— ENTRIES PROVIDED —
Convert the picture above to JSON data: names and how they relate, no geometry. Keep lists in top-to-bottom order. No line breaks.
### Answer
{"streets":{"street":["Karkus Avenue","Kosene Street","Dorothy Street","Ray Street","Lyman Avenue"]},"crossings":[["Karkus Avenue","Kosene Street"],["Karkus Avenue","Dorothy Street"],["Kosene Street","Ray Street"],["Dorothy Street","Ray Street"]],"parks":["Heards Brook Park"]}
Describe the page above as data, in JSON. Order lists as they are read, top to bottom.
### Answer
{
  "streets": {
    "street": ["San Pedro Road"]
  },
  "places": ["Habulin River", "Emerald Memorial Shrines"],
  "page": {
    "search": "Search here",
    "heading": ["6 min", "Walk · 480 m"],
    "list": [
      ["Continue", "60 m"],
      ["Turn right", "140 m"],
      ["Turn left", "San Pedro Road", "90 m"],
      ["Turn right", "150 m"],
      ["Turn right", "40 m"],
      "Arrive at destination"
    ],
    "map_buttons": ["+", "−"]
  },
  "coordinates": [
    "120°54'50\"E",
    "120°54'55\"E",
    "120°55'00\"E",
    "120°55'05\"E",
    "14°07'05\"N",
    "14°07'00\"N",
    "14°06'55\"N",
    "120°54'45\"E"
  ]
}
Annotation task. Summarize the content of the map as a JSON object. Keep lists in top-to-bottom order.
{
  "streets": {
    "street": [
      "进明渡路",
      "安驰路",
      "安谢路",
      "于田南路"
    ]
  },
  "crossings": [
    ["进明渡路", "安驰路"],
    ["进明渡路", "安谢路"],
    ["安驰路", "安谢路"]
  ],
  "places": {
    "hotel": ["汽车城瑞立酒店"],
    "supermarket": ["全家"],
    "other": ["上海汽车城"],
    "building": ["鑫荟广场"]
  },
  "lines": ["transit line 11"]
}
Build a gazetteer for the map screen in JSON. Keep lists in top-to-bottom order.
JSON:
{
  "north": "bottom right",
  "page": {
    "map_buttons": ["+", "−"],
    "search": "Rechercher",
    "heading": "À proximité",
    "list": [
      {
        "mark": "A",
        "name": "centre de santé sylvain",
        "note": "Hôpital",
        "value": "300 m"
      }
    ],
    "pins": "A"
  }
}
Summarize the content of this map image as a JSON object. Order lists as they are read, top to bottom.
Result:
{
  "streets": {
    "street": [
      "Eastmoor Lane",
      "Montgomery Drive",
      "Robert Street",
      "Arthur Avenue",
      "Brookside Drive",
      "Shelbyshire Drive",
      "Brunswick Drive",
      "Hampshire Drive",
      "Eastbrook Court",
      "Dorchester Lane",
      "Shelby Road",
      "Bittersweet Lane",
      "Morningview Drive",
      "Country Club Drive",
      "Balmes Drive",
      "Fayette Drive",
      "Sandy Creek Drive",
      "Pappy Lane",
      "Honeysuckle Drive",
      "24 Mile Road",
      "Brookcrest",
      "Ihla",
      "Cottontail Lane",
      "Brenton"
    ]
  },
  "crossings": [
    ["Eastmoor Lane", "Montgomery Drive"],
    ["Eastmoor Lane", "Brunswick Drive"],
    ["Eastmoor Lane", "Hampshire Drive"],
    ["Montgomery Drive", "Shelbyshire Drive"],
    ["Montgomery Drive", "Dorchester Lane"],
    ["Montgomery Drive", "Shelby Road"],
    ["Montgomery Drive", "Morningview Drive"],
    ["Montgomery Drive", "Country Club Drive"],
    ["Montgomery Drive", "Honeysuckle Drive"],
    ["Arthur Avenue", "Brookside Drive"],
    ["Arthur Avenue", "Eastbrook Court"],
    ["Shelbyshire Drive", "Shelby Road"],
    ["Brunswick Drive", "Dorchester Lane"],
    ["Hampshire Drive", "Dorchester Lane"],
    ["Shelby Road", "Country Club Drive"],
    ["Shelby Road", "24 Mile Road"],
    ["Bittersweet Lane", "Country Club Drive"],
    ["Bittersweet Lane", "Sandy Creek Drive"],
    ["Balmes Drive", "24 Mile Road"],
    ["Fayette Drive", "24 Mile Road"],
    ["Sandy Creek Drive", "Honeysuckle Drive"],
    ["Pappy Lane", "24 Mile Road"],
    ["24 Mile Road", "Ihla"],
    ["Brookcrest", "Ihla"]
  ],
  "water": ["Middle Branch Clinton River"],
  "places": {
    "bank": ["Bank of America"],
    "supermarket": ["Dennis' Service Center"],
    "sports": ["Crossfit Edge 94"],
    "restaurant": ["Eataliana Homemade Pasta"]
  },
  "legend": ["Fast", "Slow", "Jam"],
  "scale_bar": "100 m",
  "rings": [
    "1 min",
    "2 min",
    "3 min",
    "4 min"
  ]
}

— EXERCISE OBJECTIVE —
Search the entries for the word "Shelbyshire", then copy every line in which it is found.

— SOLUTION —
      "Shelbyshire Drive",
    ["Montgomery Drive", "Shelbyshire Drive"],
    ["Shelbyshire Drive", "Shelby Road"],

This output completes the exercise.